Europe shuts borders to slow coronavirus spread
European Union leaders have agreed to close borders for 30 days except for essential travel. The ban aims to stop the spread of coronavirus, but also to combat the unilateral "every country for itself" attitude adopted by some member states.
"The enemy is the virus and now we have to do our utmost to protect our people and to protect our economies," European Commission President Ursula von der Leyen said after a video conference summit.
The travel restrictions, which were approved by European leaders on Tuesday within an hour, will be put in place for an initial period of 30 days and could be prolonged.
Under the plan, visitors from non-EU states will not be allowed to enter the region unless they are long-term residents of the EU, family members of EU nationals, diplomats, cross-border commuters, or essential workers like doctors, nurses, and researchers, von der Leyen added.
Companies transporting goods to the European Union will also be exempt from restrictions, as well as UK citizens who are still currently aligned to the single market until their exit on 31 January.
Schengen in tatters
The EU restrictions come after several member states have already taken matters into their own hands, unilaterally shutting out foreign nationals or partially closing their borders.
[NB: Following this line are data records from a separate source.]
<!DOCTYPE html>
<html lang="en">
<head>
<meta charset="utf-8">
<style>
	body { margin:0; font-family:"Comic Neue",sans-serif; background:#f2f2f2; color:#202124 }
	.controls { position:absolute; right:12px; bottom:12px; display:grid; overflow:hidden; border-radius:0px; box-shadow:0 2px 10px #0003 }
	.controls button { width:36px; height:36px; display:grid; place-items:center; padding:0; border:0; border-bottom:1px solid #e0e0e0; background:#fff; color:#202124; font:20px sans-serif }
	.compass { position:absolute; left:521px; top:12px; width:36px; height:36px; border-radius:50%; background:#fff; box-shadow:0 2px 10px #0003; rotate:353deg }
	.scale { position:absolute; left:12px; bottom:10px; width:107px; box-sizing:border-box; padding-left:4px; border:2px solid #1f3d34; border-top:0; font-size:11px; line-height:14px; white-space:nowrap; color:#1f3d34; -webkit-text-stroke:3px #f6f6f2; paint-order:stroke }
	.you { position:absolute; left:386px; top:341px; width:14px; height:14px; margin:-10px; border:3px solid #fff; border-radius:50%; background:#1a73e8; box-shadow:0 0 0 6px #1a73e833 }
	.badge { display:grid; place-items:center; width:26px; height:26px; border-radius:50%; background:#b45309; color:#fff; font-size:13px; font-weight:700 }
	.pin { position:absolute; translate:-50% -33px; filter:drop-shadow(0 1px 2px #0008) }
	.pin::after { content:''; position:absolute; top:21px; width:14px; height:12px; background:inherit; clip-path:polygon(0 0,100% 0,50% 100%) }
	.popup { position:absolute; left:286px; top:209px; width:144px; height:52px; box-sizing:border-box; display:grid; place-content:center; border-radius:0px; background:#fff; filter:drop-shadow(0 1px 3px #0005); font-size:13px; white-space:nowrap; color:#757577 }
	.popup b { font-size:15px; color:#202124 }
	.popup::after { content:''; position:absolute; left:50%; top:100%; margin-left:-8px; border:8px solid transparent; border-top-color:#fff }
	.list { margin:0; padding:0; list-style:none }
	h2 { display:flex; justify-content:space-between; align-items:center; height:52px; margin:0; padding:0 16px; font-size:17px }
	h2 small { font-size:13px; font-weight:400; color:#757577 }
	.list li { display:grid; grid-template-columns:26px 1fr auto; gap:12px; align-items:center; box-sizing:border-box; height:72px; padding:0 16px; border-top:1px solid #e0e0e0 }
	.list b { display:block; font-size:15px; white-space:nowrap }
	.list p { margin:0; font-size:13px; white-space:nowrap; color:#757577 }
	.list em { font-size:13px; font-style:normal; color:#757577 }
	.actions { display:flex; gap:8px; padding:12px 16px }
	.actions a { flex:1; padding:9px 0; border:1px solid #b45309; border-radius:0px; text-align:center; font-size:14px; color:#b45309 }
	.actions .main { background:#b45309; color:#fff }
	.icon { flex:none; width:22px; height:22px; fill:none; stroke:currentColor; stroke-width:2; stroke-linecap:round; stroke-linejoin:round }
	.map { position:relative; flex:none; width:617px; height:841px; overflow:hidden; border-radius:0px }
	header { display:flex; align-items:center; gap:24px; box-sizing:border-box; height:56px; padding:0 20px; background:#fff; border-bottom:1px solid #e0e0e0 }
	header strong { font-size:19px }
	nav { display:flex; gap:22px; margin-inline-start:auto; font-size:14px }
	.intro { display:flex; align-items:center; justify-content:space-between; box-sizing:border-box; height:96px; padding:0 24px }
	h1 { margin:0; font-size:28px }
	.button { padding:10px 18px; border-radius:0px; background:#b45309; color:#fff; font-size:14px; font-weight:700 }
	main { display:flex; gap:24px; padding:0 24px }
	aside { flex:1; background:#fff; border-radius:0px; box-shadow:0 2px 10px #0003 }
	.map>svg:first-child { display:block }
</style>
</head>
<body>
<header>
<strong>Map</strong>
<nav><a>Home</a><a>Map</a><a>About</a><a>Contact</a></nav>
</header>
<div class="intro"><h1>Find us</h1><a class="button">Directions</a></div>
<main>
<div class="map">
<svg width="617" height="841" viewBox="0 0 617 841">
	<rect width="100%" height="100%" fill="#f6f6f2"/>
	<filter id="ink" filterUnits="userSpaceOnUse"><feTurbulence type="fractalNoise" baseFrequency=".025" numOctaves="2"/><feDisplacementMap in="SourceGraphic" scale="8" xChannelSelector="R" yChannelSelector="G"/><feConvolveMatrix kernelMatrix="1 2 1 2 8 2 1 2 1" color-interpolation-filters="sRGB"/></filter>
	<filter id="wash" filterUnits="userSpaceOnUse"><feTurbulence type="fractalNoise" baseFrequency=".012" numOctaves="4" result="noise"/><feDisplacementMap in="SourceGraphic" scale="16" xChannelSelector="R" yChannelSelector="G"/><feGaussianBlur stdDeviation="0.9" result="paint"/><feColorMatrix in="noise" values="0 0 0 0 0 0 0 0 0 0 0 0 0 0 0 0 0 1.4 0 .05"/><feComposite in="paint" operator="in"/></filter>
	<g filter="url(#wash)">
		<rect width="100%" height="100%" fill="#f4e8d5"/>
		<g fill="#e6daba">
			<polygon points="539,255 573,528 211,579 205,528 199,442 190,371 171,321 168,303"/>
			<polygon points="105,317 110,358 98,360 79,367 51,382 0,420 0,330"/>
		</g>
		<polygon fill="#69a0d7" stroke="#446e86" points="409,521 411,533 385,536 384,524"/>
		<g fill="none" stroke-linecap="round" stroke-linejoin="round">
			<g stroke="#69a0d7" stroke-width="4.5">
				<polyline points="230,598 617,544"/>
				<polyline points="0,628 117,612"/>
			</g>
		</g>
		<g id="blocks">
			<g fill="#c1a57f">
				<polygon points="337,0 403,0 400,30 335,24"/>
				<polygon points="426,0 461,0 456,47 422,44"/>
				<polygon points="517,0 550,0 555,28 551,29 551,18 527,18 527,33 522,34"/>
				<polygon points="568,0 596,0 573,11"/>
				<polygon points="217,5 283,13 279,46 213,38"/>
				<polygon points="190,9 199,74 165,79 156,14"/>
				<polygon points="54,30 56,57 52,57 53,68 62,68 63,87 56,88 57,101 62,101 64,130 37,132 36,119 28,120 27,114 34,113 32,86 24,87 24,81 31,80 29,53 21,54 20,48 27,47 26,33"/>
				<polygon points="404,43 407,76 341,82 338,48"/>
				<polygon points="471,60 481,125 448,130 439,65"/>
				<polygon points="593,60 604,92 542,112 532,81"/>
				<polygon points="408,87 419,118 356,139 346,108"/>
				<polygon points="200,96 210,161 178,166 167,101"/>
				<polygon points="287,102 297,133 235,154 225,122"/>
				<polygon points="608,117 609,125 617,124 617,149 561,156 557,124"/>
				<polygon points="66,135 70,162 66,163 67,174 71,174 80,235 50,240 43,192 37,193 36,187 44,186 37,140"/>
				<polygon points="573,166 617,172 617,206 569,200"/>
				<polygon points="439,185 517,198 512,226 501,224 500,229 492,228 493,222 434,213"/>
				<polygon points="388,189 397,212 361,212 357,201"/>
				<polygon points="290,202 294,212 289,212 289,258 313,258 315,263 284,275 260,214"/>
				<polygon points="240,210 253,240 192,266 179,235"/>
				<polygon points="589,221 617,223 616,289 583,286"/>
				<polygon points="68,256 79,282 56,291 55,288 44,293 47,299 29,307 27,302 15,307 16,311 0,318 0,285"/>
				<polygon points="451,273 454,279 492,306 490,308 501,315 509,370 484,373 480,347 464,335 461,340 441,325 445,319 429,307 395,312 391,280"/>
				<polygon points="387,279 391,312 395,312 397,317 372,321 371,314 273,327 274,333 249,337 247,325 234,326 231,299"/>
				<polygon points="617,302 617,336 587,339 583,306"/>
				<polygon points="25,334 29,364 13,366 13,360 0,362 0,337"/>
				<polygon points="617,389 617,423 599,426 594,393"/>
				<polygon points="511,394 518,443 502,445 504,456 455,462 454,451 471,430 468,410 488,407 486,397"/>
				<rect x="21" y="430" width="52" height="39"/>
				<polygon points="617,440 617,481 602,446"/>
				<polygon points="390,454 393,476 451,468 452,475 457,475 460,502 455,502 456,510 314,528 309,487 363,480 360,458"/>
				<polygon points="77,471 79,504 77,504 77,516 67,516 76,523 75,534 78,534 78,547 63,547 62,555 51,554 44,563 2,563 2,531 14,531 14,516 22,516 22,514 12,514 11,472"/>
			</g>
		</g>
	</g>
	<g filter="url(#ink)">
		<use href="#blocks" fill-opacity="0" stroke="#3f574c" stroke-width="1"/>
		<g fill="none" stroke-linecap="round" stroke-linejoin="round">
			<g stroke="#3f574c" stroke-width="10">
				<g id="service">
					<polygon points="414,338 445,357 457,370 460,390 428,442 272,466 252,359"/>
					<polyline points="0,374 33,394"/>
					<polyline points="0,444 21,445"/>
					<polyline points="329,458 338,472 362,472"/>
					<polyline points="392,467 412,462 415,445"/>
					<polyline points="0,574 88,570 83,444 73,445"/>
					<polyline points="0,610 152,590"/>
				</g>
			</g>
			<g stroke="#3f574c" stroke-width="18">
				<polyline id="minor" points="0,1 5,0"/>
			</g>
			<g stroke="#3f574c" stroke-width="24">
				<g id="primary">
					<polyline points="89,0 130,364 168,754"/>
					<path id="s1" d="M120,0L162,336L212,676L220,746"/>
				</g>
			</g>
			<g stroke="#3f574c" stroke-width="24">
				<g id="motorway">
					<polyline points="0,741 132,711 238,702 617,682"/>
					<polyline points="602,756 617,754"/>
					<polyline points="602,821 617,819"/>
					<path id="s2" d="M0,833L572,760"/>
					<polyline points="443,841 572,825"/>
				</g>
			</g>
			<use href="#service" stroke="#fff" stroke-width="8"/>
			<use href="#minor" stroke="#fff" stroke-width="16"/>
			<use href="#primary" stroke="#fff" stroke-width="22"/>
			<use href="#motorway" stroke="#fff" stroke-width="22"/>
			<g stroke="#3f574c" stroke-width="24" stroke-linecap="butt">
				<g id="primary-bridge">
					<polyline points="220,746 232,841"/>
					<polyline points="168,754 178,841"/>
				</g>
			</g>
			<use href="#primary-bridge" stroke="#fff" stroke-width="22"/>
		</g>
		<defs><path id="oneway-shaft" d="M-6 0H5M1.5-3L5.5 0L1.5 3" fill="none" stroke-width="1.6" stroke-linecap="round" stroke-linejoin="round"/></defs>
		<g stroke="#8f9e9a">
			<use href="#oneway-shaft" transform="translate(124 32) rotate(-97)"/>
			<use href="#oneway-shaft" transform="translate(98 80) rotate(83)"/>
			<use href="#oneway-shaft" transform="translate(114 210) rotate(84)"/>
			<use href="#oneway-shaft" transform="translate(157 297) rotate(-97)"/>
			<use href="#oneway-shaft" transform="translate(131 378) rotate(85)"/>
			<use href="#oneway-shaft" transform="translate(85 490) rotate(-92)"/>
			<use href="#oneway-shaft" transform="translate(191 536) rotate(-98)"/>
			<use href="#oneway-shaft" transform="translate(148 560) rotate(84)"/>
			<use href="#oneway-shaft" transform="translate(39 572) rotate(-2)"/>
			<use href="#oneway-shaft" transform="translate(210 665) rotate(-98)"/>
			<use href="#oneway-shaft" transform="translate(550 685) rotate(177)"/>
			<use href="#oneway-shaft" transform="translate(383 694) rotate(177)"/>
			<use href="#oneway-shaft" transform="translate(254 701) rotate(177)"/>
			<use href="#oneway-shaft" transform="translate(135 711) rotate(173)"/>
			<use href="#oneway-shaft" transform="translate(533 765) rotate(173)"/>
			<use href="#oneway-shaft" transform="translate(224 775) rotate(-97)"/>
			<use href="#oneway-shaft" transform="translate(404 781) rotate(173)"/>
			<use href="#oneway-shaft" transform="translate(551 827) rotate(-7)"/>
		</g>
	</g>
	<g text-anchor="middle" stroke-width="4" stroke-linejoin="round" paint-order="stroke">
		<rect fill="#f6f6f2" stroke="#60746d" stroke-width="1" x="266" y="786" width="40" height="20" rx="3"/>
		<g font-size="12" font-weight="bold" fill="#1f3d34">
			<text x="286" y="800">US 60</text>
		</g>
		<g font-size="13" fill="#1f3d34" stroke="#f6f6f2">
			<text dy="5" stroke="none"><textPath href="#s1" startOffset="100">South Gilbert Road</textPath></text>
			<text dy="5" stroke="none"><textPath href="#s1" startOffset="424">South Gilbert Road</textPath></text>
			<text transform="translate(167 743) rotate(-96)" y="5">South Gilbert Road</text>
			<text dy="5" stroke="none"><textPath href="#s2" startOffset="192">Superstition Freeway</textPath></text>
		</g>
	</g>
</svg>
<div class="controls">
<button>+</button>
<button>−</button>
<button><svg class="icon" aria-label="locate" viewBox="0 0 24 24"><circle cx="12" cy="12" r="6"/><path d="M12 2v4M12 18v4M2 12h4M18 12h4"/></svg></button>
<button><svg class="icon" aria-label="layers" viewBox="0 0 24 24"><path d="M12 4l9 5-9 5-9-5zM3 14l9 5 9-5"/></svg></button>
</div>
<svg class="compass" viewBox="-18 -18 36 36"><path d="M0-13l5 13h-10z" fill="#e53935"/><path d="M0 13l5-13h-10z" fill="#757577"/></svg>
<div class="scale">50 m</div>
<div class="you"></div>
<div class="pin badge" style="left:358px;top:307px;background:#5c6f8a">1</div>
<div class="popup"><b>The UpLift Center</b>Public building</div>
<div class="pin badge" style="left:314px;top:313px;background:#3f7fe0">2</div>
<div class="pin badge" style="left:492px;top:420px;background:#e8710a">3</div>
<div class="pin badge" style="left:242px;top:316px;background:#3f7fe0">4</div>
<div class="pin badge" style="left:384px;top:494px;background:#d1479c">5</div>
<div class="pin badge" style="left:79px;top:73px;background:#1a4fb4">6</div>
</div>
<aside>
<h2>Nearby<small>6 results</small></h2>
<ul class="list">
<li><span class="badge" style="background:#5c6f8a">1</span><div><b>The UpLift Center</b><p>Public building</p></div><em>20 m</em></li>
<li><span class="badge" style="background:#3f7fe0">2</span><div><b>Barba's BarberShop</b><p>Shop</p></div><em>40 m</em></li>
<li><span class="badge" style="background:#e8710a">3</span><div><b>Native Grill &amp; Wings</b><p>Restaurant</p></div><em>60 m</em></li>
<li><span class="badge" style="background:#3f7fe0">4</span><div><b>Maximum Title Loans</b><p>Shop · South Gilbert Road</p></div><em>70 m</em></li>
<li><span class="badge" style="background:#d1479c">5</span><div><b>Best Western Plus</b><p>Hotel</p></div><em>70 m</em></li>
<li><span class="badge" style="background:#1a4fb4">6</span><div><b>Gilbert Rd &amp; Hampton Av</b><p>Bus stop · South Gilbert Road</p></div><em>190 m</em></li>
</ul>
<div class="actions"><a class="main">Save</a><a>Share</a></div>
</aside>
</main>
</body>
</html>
The latest to do so was the EU's biggest state and founder-member Germany on Monday.
Those decisions have left Schengen, a pillar of European free movement for 35 years, in tatters.
"Our measures to contain the coronavirus outbreak will be effective only if we co-ordinate on the European level," von der Leyen insisted after talks Monday with leaders including France's Emmanuel Macron calling for a more coordinated response.
France is not the only country imposing drastic measures to slow the spread of the disease, Italy, France, Spain, Austria, Republic of Ireland and Denmark are all on varying degrees of lockdown.